Trump favors letting those profits be brought back to the United States at a single tax rate much lower than most companies would currently pay.

While decried by some as tax avoidance, such a move could provide revenue to fund roads, water systems, schools and other infrastructure projects Trump wants to build to create American jobs.

Less certain are Trump's plans for the nation's health care system. Candidate Trump pledged to repeal the Affordable Care Act, President Obama's reform legislation that expanded Medicaid, required coverage to meet certain standards, and ended the practice of denying coverage for prior-existing health conditions.

Parente predicted that Trump's impact on Minnesota-based UnitedHealth Group, the nation's largest insurer, which sells policies outside the state, and nonprofit companies like Minnesota Blue Cross-Blue Shield, which insure state residents, would be neutral or possibly advantageous.

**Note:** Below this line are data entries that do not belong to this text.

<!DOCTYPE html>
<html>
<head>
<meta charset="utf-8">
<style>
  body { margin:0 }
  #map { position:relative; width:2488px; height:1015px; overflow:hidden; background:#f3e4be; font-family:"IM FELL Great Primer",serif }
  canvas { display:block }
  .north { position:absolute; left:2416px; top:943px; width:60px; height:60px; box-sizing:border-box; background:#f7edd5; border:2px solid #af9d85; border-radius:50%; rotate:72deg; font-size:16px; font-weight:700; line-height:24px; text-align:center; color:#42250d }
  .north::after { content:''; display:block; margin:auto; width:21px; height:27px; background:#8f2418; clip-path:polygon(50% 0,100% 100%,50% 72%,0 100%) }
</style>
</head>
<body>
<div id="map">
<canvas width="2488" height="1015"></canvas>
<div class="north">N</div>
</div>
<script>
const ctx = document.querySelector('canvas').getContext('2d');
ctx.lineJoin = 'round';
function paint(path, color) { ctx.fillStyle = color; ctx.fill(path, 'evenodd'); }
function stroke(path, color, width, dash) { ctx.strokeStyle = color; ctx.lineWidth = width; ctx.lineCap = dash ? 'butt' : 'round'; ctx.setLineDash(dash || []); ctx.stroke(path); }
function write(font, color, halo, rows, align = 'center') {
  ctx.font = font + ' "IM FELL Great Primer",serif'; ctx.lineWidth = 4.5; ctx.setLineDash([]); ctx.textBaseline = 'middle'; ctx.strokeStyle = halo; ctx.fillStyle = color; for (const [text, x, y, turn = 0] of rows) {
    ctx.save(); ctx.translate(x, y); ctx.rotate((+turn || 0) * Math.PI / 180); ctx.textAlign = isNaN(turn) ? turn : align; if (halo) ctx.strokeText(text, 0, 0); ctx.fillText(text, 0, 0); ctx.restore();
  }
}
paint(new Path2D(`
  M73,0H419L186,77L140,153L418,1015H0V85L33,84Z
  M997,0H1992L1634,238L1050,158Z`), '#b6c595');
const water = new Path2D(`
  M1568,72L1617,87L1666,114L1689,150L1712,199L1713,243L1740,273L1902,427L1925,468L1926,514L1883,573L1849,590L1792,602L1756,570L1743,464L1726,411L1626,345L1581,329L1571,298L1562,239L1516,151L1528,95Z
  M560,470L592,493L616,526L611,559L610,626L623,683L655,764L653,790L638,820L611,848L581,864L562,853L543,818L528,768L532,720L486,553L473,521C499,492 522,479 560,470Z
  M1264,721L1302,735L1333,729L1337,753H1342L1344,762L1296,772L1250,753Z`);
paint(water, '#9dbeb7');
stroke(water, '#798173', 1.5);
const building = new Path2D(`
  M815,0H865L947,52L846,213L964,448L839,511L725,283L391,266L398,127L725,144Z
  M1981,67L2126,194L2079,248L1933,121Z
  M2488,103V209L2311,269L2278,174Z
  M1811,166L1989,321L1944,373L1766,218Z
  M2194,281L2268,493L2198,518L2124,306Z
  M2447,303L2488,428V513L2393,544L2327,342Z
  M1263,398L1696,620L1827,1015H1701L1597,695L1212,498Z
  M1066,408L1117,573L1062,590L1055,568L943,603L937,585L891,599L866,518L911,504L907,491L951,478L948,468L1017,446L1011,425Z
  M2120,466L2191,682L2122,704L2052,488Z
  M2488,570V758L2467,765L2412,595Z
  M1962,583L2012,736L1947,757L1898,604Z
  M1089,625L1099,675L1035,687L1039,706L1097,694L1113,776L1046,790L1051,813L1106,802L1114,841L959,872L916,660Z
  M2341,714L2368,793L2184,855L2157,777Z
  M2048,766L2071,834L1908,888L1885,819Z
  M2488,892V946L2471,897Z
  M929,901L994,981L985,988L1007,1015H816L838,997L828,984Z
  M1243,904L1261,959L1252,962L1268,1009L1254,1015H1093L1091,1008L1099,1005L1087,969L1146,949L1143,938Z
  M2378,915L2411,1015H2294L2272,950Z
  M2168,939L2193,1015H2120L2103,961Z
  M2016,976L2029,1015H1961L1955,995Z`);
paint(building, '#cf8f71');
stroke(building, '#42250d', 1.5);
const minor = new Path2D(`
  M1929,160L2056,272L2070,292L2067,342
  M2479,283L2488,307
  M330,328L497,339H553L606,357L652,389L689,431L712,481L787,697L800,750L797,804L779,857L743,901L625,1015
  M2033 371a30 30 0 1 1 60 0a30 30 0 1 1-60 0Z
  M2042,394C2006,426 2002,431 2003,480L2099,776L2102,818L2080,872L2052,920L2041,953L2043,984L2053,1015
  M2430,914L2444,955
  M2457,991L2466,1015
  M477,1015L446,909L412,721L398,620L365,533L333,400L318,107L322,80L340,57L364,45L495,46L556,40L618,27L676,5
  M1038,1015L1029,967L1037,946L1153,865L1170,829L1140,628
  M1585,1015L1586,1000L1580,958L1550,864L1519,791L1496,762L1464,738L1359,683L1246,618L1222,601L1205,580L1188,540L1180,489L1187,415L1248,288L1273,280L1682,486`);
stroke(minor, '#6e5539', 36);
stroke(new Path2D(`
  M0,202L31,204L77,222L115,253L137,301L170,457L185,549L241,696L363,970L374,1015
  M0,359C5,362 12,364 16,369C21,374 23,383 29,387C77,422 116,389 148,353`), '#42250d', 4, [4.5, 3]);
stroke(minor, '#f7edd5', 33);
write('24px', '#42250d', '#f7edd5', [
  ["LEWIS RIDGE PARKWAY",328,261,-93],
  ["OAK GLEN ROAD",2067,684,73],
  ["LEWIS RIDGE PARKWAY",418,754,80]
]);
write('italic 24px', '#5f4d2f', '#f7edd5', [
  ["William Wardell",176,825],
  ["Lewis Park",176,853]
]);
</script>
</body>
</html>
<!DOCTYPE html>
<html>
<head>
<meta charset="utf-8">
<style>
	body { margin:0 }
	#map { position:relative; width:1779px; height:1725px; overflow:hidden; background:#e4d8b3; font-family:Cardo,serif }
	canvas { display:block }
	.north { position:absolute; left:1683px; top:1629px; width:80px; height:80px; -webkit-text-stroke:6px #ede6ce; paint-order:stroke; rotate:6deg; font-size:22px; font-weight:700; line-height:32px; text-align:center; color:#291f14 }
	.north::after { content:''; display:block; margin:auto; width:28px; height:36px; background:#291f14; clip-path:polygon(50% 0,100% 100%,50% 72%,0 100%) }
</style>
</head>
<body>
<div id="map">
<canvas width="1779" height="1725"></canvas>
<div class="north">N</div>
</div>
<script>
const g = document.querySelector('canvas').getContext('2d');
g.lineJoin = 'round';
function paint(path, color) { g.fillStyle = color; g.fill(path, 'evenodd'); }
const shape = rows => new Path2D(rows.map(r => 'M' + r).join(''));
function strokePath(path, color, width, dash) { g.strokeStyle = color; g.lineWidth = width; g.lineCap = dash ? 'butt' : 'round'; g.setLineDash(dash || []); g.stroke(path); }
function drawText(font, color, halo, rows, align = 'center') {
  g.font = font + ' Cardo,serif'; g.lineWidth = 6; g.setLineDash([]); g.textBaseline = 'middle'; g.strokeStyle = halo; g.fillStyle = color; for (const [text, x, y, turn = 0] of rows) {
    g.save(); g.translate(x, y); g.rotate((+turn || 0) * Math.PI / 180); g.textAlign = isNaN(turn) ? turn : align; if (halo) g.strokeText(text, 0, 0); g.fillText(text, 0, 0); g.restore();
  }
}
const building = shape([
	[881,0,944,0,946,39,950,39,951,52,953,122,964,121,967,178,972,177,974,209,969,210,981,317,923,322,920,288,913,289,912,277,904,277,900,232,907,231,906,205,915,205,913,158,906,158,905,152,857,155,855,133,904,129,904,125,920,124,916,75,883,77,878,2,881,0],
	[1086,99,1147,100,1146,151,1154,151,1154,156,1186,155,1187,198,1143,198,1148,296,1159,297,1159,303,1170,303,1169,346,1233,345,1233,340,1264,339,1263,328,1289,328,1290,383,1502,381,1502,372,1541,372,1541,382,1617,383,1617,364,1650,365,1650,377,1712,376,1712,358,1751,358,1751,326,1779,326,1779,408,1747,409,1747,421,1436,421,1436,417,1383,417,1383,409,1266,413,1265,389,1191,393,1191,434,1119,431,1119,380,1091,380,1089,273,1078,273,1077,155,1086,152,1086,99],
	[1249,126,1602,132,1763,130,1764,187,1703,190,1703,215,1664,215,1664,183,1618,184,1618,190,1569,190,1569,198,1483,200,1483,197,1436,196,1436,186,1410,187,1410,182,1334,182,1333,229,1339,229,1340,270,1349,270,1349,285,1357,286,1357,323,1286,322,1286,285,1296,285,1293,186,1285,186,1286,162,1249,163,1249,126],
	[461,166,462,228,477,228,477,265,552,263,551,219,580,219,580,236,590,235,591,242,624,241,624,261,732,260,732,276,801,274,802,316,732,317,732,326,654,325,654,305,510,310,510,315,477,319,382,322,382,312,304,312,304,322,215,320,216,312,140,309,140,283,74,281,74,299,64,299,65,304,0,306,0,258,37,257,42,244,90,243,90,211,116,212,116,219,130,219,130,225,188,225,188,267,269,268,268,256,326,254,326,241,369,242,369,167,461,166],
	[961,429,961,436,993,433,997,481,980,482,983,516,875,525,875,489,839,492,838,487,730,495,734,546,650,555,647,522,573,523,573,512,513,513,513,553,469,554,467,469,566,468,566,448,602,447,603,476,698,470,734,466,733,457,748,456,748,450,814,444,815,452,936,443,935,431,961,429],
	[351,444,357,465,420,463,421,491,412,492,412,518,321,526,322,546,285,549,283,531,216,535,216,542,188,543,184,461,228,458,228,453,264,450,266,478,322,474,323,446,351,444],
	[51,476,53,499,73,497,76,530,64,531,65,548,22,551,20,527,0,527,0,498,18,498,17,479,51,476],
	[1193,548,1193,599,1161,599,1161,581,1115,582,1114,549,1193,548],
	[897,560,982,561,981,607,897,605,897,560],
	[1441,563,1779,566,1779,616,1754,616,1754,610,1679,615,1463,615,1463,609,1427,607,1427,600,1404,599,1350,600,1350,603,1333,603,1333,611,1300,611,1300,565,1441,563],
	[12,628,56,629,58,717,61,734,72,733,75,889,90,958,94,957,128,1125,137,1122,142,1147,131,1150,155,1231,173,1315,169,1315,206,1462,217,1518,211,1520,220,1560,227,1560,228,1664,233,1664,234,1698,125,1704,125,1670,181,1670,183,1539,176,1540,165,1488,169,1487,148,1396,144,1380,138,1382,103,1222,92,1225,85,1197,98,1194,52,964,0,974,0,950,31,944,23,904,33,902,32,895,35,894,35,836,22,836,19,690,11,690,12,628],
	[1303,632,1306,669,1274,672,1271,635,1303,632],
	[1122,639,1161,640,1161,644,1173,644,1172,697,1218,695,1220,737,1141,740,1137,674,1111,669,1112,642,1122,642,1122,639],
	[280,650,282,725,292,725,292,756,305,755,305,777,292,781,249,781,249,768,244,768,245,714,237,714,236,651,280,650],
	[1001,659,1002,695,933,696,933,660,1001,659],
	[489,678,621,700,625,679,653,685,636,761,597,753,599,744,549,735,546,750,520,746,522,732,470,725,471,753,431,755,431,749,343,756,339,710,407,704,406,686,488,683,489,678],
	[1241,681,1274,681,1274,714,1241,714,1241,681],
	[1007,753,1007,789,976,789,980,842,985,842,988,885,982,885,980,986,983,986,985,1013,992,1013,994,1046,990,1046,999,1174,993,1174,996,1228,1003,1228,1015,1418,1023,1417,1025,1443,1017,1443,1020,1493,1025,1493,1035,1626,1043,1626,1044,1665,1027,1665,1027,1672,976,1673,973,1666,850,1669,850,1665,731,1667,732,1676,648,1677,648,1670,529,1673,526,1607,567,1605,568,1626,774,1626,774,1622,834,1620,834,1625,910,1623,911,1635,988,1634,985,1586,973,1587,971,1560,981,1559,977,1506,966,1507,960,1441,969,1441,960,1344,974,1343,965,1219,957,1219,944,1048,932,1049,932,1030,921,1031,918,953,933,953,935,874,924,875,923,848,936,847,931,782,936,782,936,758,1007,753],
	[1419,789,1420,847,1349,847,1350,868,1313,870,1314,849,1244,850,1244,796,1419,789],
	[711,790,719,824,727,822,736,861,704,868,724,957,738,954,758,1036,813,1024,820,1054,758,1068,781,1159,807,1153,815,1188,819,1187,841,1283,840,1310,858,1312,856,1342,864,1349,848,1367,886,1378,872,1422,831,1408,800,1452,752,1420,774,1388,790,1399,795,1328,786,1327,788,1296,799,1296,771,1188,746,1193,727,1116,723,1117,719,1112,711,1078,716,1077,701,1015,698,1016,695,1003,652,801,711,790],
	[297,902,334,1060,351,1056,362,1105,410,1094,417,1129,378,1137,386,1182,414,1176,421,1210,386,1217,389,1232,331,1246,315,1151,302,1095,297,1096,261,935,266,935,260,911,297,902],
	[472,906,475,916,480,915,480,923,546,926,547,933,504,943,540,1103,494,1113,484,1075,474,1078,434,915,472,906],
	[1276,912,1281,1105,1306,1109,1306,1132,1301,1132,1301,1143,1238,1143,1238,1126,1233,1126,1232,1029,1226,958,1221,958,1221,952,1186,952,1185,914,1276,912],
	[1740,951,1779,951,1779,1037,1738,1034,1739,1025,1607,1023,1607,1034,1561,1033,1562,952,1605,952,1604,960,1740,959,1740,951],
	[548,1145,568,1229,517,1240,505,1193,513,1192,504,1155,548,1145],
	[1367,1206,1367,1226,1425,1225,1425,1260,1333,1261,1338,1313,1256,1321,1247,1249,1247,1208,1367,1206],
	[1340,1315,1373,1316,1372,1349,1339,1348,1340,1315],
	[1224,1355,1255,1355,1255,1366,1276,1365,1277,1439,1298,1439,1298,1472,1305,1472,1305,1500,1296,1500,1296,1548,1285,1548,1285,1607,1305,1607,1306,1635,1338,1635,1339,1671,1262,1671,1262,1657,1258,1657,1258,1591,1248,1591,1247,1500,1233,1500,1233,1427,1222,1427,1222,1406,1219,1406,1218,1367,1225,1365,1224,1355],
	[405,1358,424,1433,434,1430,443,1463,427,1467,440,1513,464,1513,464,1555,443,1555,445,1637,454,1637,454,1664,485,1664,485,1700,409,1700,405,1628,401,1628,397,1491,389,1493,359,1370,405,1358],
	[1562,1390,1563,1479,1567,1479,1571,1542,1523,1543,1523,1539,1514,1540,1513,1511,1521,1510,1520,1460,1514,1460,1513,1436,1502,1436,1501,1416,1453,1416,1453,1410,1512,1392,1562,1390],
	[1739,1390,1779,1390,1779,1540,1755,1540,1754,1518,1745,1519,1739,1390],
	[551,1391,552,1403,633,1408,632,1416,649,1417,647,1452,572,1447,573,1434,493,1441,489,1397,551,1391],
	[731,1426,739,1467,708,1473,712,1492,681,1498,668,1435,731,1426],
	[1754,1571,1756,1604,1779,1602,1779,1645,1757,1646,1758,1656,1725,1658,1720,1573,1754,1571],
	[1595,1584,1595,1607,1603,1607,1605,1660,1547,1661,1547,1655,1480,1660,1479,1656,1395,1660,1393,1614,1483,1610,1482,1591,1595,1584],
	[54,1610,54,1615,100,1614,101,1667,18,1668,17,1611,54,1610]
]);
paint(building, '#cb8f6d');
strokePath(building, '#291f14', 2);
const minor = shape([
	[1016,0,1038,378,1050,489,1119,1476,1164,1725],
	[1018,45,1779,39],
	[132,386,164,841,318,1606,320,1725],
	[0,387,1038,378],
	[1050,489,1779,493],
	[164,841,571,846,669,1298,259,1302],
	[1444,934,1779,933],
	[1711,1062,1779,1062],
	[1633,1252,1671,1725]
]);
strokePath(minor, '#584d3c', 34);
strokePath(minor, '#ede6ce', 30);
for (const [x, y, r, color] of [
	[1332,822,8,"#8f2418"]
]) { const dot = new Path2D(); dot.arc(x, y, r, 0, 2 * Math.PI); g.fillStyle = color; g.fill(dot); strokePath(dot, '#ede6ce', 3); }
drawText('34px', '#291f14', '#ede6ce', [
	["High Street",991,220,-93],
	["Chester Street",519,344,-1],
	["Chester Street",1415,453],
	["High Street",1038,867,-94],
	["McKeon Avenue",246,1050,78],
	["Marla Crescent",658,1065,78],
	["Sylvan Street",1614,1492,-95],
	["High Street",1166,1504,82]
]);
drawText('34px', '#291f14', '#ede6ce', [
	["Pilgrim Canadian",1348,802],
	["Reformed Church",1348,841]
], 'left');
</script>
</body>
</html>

But like so many of the economic issues surrounding the president-elect, much depends on his ability to massage campaign messages into workable policies. Trump's call to kill the Affordable Care Act has never been accompanied by a detailed discussion of what will take its place.

Covering prior-existing conditions can add up to 10 percent to premium costs, Parente said. Individual health insurance exchanges did not attract enough young, healthy premium-paying participants to offset the expenses incurred for older, sicker participants. Ending both might be a financial boon, but it comes with a human cost.

"Nationally, Trump's plan comes pretty close to repeal with not much to replace it," Parente said. "If that happens, we're talking about 20 million people losing insurance coverage in a year."